Prokuratura nie podaje, kim są podejrzane osoby, czy są związane z firmą, która wskazywana była jako prawdopodobne źródło emisji trującej substancji.
Według szacunków, w październiku ub. roku na odcinku ok. 70 km Warty zatruciu uległo przynajmniej kilkanaście ton ryb. Zdaniem ekspertów, przywracanie zarybienia rzeki do jej pierwotnego stanu może zabrać nawet kilkanaście lat. W mięśniach śniętych ryb stwierdzono wysokie stężenie transflutryny - środka insektobójczego.
Postępowanie w sprawie zatrucia rzeki toczy się od ubiegłego roku; na razie nie wiadomo, jak długo może potrwać.
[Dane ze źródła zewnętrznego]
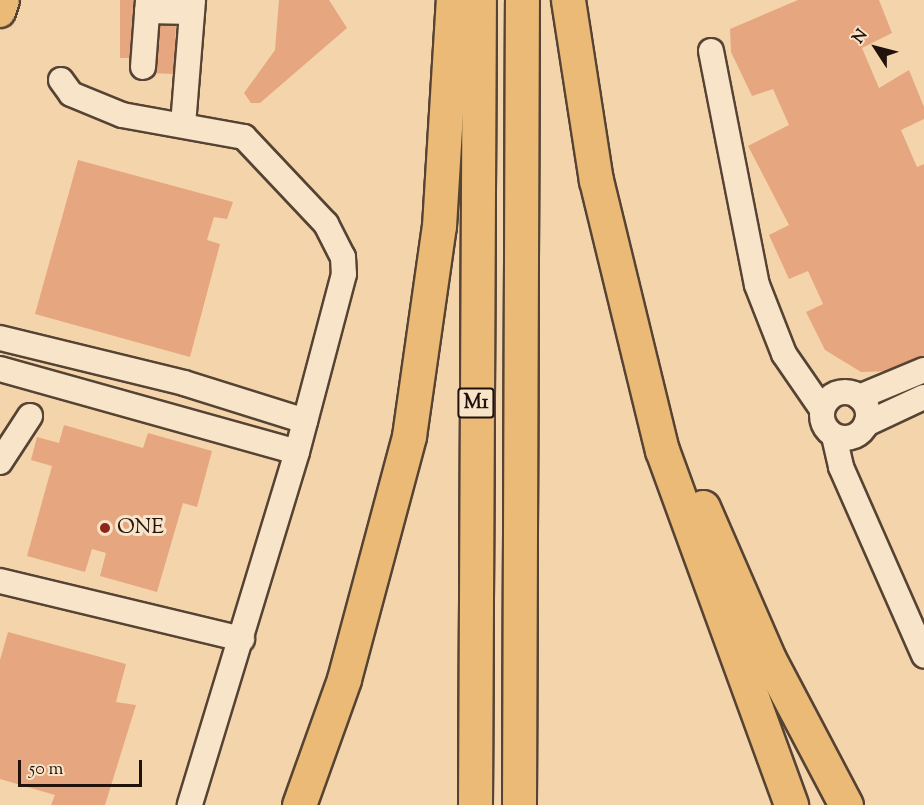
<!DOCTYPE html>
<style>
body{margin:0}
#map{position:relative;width:924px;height:805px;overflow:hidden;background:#f4d5ab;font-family:"Sorts Mill Goudy",serif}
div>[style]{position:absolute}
.building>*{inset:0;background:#e6a680;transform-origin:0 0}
.roads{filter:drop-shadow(2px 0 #564334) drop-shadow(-2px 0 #564334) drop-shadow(0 2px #564334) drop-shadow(0 -2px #564334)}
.minor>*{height:24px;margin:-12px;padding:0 12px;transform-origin:12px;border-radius:12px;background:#f8e4c8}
.minor>.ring{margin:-12px;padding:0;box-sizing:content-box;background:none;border:24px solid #f8e4c8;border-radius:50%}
.major>*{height:30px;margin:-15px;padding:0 15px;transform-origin:15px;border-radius:15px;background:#eaba76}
.highway>*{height:33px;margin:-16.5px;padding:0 16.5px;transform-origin:16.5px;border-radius:16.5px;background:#eaba76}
.dots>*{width:16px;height:16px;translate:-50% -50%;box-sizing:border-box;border:3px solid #f8e4c8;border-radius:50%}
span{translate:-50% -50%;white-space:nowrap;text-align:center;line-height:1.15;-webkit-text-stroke:6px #f8e4c8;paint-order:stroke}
.shield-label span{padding:2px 4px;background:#f8e4c8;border:2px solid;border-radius:4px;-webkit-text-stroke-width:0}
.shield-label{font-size:20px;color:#22120c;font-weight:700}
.poi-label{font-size:21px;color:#22120c}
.left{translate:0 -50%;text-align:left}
.north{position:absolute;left:846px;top:18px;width:60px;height:60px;-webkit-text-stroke:4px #f8e4c8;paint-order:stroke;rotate:306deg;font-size:16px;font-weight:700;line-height:24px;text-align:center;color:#22120c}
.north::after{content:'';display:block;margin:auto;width:21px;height:27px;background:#22120c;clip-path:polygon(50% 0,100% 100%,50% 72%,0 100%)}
.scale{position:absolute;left:18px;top:760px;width:124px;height:27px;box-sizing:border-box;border:3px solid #22120c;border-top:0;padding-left:8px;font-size:18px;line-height:21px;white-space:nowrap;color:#22120c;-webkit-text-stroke:4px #f8e4c8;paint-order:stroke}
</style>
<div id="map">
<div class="building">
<i style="left:120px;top:0;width:14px;height:58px"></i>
<i style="clip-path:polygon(279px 0,329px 0,347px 28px,260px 103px,251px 103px,244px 93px,275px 50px)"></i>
<i style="clip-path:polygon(798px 0,879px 0,892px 33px,862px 48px,879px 88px,909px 70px,924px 107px,924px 119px,901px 130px,917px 167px,924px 164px,924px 357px,891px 371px,861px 372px,825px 350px,806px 312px,823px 304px,808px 271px,789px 279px,769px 235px,789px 225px,748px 146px,789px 125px,773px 89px,752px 96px,731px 52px,730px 29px)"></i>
<i style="left:149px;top:22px;width:27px;height:51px;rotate:2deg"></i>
<i style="clip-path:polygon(78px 160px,233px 202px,227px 219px,214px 217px,207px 240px,220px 244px,190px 357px,35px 314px)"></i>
<i style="clip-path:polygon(64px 425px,143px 448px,148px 433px,212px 451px,197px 507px,183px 503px,157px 592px,100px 576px,106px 553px,92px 549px,85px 572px,27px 556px,52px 466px,31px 460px,37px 437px,59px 443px)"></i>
<i style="clip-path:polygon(8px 632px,126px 664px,116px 702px,136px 705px,105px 805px,51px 805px,55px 795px,0 779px,0 660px)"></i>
</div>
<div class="roads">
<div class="minor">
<i style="left:147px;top:11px;width:45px;rotate:1.3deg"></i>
<i style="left:711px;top:51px;width:238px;rotate:78.9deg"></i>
<i style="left:757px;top:285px;width:74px;rotate:68.6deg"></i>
<i style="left:784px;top:354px;width:67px;rotate:55.4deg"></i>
<i style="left:143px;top:67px;width:67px;rotate:-85.7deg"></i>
<i style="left:61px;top:80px;width:17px;rotate:54deg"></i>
<i style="left:71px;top:94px;width:55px;rotate:22.4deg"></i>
<i style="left:122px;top:115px;width:124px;rotate:10.2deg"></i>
<i style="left:244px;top:137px;width:120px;rotate:46.7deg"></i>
<i style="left:326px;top:224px;width:37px;rotate:63deg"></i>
<i style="left:343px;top:257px;width:17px;rotate:87deg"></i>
<i style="left:344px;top:274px;width:184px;rotate:104.8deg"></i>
<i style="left:297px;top:452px;width:369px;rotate:106.9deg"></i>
<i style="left:183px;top:125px;width:125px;rotate:-85.4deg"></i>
<i style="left:0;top:338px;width:189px;rotate:13.7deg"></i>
<i style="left:184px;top:383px;width:127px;rotate:17.4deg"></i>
<i style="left:0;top:369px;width:308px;rotate:15.6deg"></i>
<i class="ring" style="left:822px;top:392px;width:22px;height:22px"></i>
<i style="left:859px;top:397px;width:70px;rotate:-22.6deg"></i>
<i style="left:866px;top:424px;width:64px;rotate:-25deg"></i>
<i style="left:834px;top:436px;width:32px;rotate:77deg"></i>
<i style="left:841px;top:467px;width:206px;rotate:66.2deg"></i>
<i style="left:0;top:462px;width:55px;rotate:-56.9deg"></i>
<i style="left:0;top:581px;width:249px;rotate:13.5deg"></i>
</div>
<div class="major">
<i style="left:0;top:12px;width:13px;rotate:-72deg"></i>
</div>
<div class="highway">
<i style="left:568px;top:0;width:182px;rotate:81.2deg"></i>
<i style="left:596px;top:180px;width:278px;rotate:76.3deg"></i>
<i style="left:662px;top:450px;width:378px;rotate:70deg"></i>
<i style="left:703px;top:507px;width:166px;rotate:66.5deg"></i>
<i style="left:769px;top:659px;width:165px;rotate:62.2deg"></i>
<i style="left:299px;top:805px;width:134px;rotate:-70.3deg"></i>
<i style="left:344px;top:679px;width:252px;rotate:-75deg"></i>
<i style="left:409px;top:436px;width:212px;rotate:-81.9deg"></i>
<i style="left:439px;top:226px;width:226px;rotate:-86.5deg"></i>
<i style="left:475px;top:805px;width:805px;rotate:-89.72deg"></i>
<i style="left:519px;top:805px;width:805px;rotate:-89.79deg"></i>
</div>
</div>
<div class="dots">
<i style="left:105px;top:528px;background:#8f2418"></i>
</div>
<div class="shield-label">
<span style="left:476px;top:403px">M1</span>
</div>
<div class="poi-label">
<span class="left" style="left:117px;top:528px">ONE</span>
</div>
<div class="north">N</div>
<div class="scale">50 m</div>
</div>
"Przesłuchani zostali świadkowie, przebadano próbki ryb i wody. Powołany biegły z dziedziny chemii jednoznacznie stwierdził, że do wody dostała się substancja chemiczna na tyle niebezpieczna, że spowodowała zagrożenie dla świata roślinnego i organizmów żyjących w wodzie, nie stanowiła zagrożenia dla ludzi i ptaków. Mamy potwierdzone, co to za substancja i skąd wzięła się w wodzie" - powiedziała Mazur-Prus.
Wojewódzki Inspektorat Ochrony Środowiska (WIOŚ) ustalił w ub. roku, że trucizna nie zniszczyła ekosystemu rzeki. Przeprowadzone przez WIOŚ kontrole pozwoliły ustalić podmiot, który jest prawdopodobnym sprawcą zatrucia rzeki.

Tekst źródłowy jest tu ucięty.